_TASK TO COMPLETE_: Every line containing the word "dasharray" is to be copied from the data below.

[Records from a data collection]

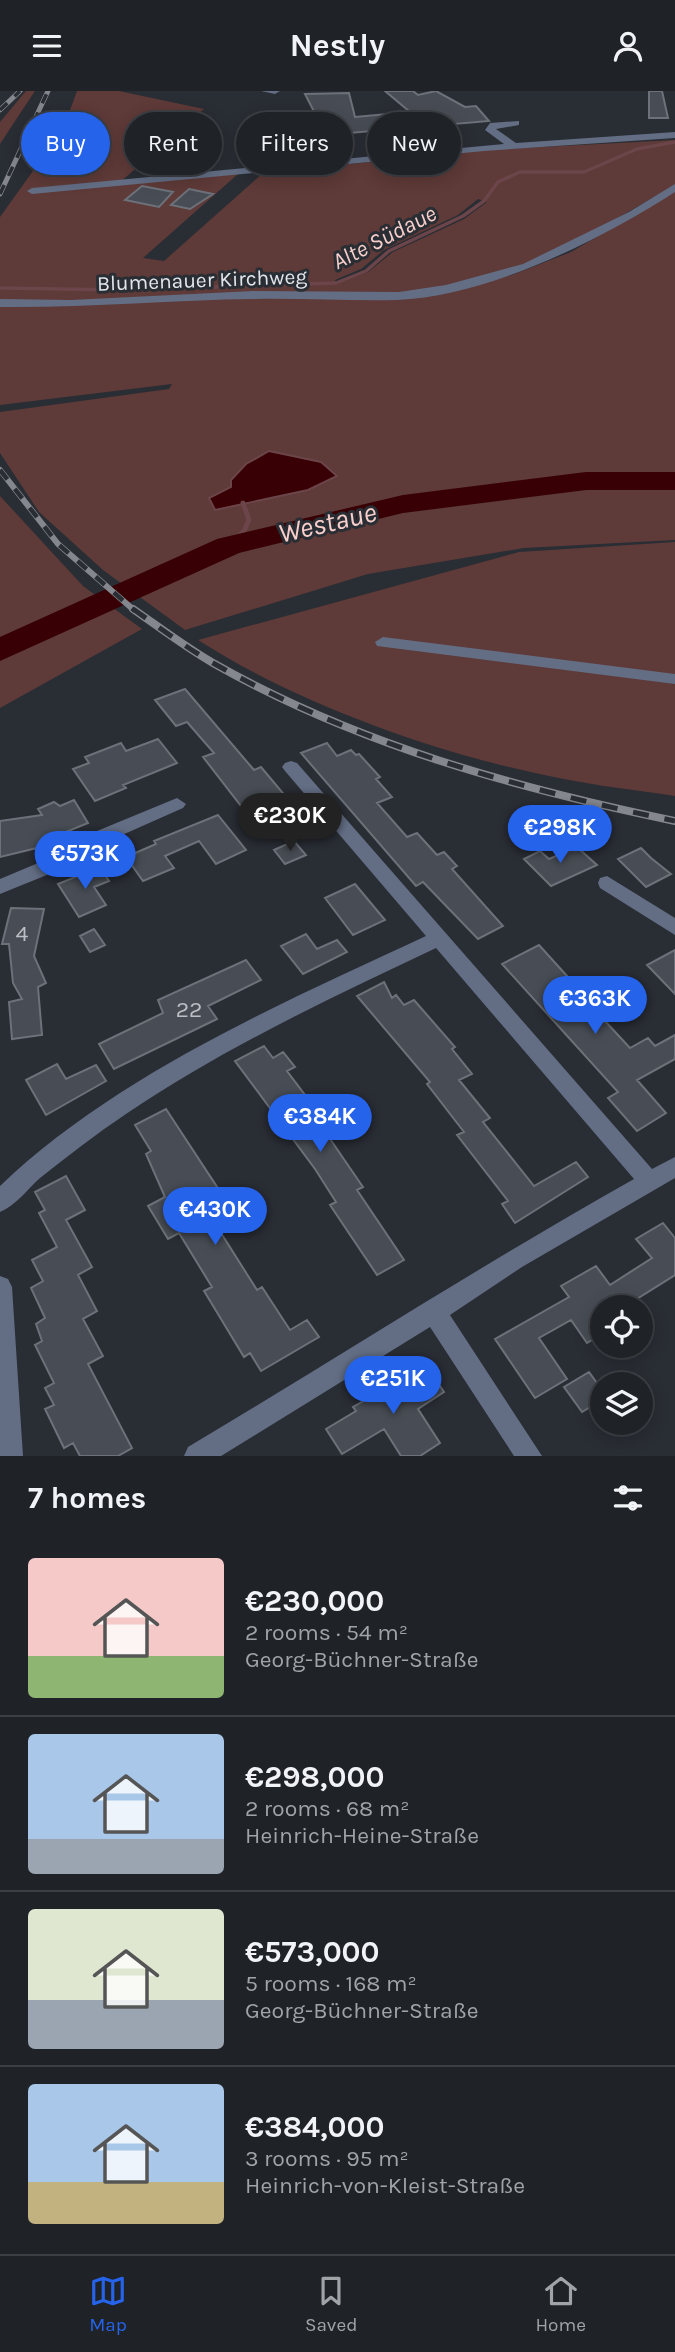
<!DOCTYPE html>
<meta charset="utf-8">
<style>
body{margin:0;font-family:Karla,sans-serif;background:#272a2f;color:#f1f3f6;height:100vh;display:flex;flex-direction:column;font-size:26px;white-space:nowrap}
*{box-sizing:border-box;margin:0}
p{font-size:23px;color:#a1a4a7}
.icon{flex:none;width:38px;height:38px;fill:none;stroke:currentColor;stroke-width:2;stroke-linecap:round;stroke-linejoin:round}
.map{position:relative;height:1365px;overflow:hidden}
.drawer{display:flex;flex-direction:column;background:#1f2227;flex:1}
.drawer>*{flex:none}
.banner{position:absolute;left:21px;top:21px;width:634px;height:63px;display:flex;gap:14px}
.buttons{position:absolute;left:590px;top:1204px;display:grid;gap:14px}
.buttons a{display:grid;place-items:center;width:63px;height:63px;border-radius:50%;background:#1f2227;box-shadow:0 4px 18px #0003,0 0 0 2px #3c3f44;font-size:35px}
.price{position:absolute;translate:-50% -60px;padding:0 16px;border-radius:24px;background:#2563eb;color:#fff;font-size:23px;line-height:46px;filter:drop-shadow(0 2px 4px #0008)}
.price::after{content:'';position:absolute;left:50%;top:42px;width:21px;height:16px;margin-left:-10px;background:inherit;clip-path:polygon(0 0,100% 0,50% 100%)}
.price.active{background:#222;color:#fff}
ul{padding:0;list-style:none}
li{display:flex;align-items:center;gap:21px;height:175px;padding:0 28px}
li+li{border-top:2px solid #3c3f44}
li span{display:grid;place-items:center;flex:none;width:196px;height:140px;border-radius:7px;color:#555}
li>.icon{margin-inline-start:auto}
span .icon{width:84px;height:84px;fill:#fffc;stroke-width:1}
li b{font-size:30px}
h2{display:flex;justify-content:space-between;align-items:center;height:84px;padding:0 28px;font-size:30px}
.chip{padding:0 24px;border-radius:32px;background:#1f2227;box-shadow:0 4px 18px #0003,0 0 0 2px #3c3f44;font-size:24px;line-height:63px}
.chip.active{background:#2563eb;color:#fff}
header{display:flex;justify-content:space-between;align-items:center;height:91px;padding:0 28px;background:#1f2227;font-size:32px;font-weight:700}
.dock{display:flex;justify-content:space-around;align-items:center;height:98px;border-top:2px solid #3c3f44;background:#1f2227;font-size:19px;color:#a1a4a7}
.dock a{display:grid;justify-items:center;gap:4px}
.dock .active{color:#2563eb}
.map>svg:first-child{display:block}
.green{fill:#5e3a38;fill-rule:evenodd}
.water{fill:#380004;stroke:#6b4549;stroke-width:2}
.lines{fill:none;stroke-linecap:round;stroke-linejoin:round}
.stream-far1{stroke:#6b4549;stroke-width:3.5}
.stream{stroke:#6b4549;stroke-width:5}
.river{fill:#380004;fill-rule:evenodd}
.building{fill:#484d55;stroke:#6c717a;stroke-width:2}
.minor{fill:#636e85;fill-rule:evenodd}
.rail-far2-casing{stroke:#84878d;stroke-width:5}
.rail-far1-casing{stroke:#84878d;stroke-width:6}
.rail-casing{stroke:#84878d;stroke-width:8}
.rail-far2{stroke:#292d34;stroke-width:3.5;stroke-dasharray:10;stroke-linecap:butt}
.rail-far1{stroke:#292d34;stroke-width:4.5;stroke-dasharray:12;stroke-linecap:butt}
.rail{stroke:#292d34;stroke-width:5;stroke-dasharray:16;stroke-linecap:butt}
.labels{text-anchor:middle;stroke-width:6;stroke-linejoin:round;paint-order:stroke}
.far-street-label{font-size:21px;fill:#e2e5ea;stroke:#292d34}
.far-water-label{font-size:23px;font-style:italic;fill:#f8cfcb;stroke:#292d34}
.number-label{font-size:23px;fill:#bcbfc5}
.water-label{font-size:28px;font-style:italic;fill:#f8cfcb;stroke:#292d34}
</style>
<header><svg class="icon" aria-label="menu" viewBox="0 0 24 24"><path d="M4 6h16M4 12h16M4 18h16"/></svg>Nestly<svg class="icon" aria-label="person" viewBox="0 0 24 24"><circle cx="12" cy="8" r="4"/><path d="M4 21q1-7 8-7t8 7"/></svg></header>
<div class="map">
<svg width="675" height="1365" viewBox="0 0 675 1365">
<rect width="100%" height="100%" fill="#292d34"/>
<path class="green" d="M26,0H35L0,53V31Z
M77,0H119L204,18L118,93L238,83L143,167L164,170L263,82L485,59L675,49V94L597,139L524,173L433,203L512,184L571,161L675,100V449L524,457L368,483L185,539L103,479L39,421L0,362V321L169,298L172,293L0,314V126L63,38ZM478,108L487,111L464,128L393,161L368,181L336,193L335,189L361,178L384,159L458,124Z
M0,405L83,495L142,538L0,617Z
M675,451V705C636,699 597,695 559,687C443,665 297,613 198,549L519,461Z"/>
<path class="water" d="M269,360L321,371L337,385L308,399L215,419L209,407L231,396V389L246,373Z"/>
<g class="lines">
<path class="stream-far1" d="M0,197L122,199L336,192L366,180L389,160L463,125L484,110L498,91L520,81H584L637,58L675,51"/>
<path class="stream" d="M228,455L244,440L249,429L243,412"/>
<path class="river" d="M586,381H675V399H586L403,422L239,462L0,570V546L217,448L403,404Z"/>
</g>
<path class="building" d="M385,0H413L418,4L436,0L465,16L476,15L489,30L326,44L305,3L349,2L355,26L410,21Z
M649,0H662L668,27H649Z
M142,95L173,101L159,116L125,109Z
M189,98L213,103L190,118L171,114Z
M185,598L254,679L261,676L308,732L275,746L248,712L241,715L203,666L214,662L187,631L176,635L155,609Z
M158,648L177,672L123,694L126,697L95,710L73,678L89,672L85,666L121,652L126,660Z
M327,652L337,665L351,659L356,664L359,663L380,686L376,688L392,706L377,712L407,746L417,742L437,764L444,761L457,775L452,778L503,835L478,848L423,791L416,795L301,662Z
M74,709L88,732L46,749L49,754L0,766V730L42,724L38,718L54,711L60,715Z
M218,724L246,759L216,773L199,750L165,765L174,777L143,790L126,766L156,753L154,750Z
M294,750L306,764L285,773L274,759Z
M577,756L597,774L551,795L524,768L540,760L549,768Z
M641,757L651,767L671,783L646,796L618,768Z
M100,776L109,790L94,796L106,814L79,826L58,793Z
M355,793L385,829L353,844L325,807Z
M11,817L44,818L34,865L46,892L38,896L42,944L12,948L9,911L22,908L13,892L9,853H2Z
M94,838L105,854L90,861L80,845Z
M306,843L317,858L337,849L347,861L303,883L281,855Z
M539,854L577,896L570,900L600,932L605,930L630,957L648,947L655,955L675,944V968L637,989L666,1022L637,1040L608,1007L618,1001L502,873Z
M675,859V903L647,874Z
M246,869L261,889L208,915L217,928L114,978L99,953L163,922L158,909Z
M384,891L392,907L396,904L404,914L414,909L455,956L452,958L472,983L459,989L490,1027L483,1031L534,1095L576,1071L588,1086L515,1132L502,1113L508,1110L457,1044L464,1041L427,993L430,991L357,905Z
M264,955L273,967L283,961L295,976L287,980L318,1021L313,1023L363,1096L357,1099L404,1169L377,1184L330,1114L336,1111L315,1078L235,970Z
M57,973L66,988L96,974L106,990L46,1024L26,989Z
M166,1018L223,1105L204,1115L257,1199L262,1196L290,1239L307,1229L319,1246L261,1280L250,1262L244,1266L204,1200L212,1196L179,1142L168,1148L148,1115L165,1106L146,1063L151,1060L135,1034Z
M66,1085L85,1119L66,1129L92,1176L78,1184L97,1220L83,1228L103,1265L88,1273L132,1357L118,1365H80L73,1352L64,1357L45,1318L54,1314L45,1297L54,1292L35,1254L42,1250L36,1233L45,1227L31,1197L43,1190L32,1169L57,1156L39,1122L45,1119L35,1101Z
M663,1132L675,1147V1184L624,1216H602V1243L587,1252L571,1229L539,1247L567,1288L535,1307L495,1248L569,1206L561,1195L596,1175L610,1194L652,1167L636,1148Z
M426,1274L444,1301L418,1318L440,1352L420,1365H401L384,1338L342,1363L326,1338L356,1320L353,1316Z
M589,1281L602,1299V1309L582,1321L564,1296Z"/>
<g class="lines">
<path class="minor" d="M261,0H280L275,3Z
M519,30V34L496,38L516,52L675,41V47L484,60L32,103L27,100L32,97L504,53L485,39L490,32Z
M675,93V101C599,150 488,205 397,209C349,210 301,207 254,208C169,209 85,217 0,216V208L71,209L253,200L399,201L446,194L523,173L629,121Z
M383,546L675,583V593L377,555L375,551Z
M291,670L297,672L652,1078L675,1066V1087L522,1176L450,1224L542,1365H514L430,1236L221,1365H184L188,1356C337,1267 483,1173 634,1088L436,857C330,907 224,957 126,1023C96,1043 68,1065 40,1087C28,1098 15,1115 0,1121V1095C116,984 282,912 426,845L285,680L282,676L285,672Z
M177,707L186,713L183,717L77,764L64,777L0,803V788L50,767L63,754Z
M607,785L675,827V844L600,797L598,792L600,787Z
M0,1185L8,1188L12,1196L23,1365H0Z"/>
<defs>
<path id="rail-far2" d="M0,19L20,0
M0,103L48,0"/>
<path id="rail-far1" d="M0,379L58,453L135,520"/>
<path id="rail" d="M133,518C159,536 185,556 213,572C356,653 515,697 675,730"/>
</defs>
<use href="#rail-far2" class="rail-far2-casing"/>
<use href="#rail-far1" class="rail-far1-casing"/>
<use href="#rail" class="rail-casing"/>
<use href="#rail-far2" class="rail-far2"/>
<use href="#rail-far1" class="rail-far1"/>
<use href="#rail" class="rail"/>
</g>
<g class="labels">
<g class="far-street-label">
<text transform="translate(202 189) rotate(-2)" y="7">Blumenauer Kirchweg</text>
</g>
<g class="far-water-label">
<text transform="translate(384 146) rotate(-27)" y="8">Alte Südaue</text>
</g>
<g class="number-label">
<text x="22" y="850">4</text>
<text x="189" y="926">22</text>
</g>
<g class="water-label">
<text transform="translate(327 431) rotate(-13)" y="10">Westaue</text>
</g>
</g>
</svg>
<div class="buttons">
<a><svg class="icon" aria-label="locate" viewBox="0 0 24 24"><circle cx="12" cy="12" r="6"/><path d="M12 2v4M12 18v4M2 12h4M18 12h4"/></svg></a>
<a><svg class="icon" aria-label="layers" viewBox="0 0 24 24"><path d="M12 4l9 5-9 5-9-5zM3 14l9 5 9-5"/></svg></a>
</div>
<b class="price active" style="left:290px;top:762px">€230K</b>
<b class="price" style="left:560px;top:774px">€298K</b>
<b class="price" style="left:85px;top:800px">€573K</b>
<b class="price" style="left:595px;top:945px">€363K</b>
<b class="price" style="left:320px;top:1063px">€384K</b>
<b class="price" style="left:215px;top:1156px">€430K</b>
<b class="price" style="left:393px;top:1325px">€251K</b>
<div class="banner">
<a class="chip active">Buy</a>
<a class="chip">Rent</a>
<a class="chip">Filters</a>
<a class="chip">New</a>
</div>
</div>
<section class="drawer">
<h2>7 homes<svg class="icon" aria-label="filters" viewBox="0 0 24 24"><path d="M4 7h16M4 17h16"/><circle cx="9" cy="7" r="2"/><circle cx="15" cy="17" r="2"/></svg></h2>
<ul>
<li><span style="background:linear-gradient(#f6c9c9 70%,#8fb573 0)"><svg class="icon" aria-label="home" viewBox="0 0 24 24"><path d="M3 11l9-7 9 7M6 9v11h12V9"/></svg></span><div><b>€230,000</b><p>2 rooms · 54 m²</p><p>Georg-Büchner-Straße</p></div></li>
<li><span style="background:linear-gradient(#a9c7e8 75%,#9aa5b1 0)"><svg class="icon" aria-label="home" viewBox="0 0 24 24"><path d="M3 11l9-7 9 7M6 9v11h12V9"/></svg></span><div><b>€298,000</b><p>2 rooms · 68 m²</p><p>Heinrich-Heine-Straße</p></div></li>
<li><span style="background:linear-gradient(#dfe7d0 65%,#9aa5b1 0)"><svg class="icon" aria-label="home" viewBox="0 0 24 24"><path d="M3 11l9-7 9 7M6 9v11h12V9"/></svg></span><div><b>€573,000</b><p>5 rooms · 168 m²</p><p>Georg-Büchner-Straße</p></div></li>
<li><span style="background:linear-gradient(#a9c7e8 70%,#c2b280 0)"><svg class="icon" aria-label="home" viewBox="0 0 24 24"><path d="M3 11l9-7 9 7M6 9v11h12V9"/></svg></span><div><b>€384,000</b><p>3 rooms · 95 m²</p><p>Heinrich-von-Kleist-Straße</p></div></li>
</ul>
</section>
<nav class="dock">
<a class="active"><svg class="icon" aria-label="map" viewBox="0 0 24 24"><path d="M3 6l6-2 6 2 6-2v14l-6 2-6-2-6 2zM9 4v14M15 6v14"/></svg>Map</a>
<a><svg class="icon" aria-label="saved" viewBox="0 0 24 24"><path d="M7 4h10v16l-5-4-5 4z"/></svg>Saved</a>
<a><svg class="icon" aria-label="home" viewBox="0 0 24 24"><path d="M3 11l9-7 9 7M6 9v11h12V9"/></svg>Home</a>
</nav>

_RESPONSE_:
.rail-far2{stroke:#292d34;stroke-width:3.5;stroke-dasharray:10;stroke-linecap:butt}
.rail-far1{stroke:#292d34;stroke-width:4.5;stroke-dasharray:12;stroke-linecap:butt}
.rail{stroke:#292d34;stroke-width:5;stroke-dasharray:16;stroke-linecap:butt}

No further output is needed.